Desata la Corte la tutela que Octavio Augusto, Paulina, Vilma y Custodio Joaquín García GómezCasseres le instauraron a la Sala Civil Familia Laboral del Tribunal Superior de Sincelejo, extensiva a los demás intervinientes en el consecutivo 2015-00079-00.
ANTECEDENTES
1.- Los libelistas, en nombre propio, reclamaron la protección de los derechos «a la segunda instancia, acceso a la administración de justicia, principio de equidad y debido proceso», para que, en consecuencia, se «proceda a revocar y dejar sin efectos todas las actuaciones surtidas a partir inclusive desde el auto que admitió el recurso de apelación y concedió el término de 5 días para sustentarlo y en su lugar se ordene al Tribunal Superior de Sincelejo que fije fecha para llevar a cabo la audiencia de sustentación del recurso de apelación interpuesto por nuestro apoderado contra la sentencia que negó las pretensiones en la demanda, al tenor de lo dispuesto en el Código General del Proceso».
En suma, afirmaron que la Magistratura censurada «después de admitir el recurso de apelación que interpusieron contra la sentencia de primera instancia de fecha 31 de julio de 2018 que negó tanto las pretensiones de la demanda principal de pertenencia como de la demanda de reconvención», procedió «erróneamente a dar aplicación al Decreto 806 de 2020, requiriéndolos para que en un término de cinco días sustentaran la alzada, en lugar de hacerlo tal como lo dispone el Código General del Proceso, puesto que el recurso se concedió estando vigente lo reglado en el C.G.P.» (8 jun. 2020) y, luego lo declaró desierto al estimar que «el impugnante no allegó la referida sustentación dentro del término legal concedido» (6 jul.).
Refirieron que el 3 de diciembre de 2020 interpusieron «incidente de nulidad al omitirse la oportunidad para sustentar la alzada», aspiración que les fue adversa al estimarse que «el auto que declaró desierto el recurso de apelación no conlleva a una nulidad procesal y es evidente que no se omitió dar la oportunidad a las partes para sustentar el recurso como lo sostiene equivocadamente el incidentista» (15 mar. 2021), determinación ratificada mediante recurso de súplica (17 nov.).

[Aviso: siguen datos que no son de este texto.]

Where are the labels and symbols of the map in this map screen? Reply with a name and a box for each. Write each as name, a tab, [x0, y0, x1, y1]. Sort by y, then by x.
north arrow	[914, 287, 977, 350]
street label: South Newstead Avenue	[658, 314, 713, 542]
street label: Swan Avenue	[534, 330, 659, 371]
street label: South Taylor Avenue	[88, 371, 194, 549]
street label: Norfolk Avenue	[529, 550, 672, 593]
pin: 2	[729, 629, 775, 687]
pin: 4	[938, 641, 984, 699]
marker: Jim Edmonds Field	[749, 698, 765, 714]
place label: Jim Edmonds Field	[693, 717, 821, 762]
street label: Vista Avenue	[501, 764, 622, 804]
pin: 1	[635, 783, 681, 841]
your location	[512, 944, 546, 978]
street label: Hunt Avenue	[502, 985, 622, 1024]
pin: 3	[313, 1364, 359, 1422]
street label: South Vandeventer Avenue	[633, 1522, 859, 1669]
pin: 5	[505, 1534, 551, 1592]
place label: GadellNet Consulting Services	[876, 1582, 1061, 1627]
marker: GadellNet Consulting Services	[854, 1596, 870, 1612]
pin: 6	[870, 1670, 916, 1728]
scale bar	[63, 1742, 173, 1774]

En su criterio, se lesionaron sus garantías con «la decisión que concedió el término de cinco días para sustentar el recurso y la que lo declaró desierto», puesto que «nuestro apoderado, plenamente convencido que el trámite que se debía dar al recurso de apelación, era el reglado en el C.G.P. y no lo normado por el Decreto 806 de 2020, y ante las dificultades para acceder a la plataforma Tyba, quedó pendiente para que se le fijara la fecha y hora en la cual debía sustentarse el recurso de apelación, cansado de esperar que el Tribunal fijara fecha se vio precisado en indagar sobre el estado del proceso y fue entonces para su sorpresa encontró que el Tribunal había declarado desierto el recurso, ignorándose aplicar el principio jurídico de la ultractividad, que se sintetiza así: la ley o norma aplicable a un caso particular es aquella que esté vigente al momento en que sucedió el hecho sin importar que con posterioridad a dichos hechos tal norma haya sido derogada. En lugar de aplicar la ultractividad se aplicó la retroactividad de las normas, poniendo por consiguiente en peligro [sus] derechos constitucionales».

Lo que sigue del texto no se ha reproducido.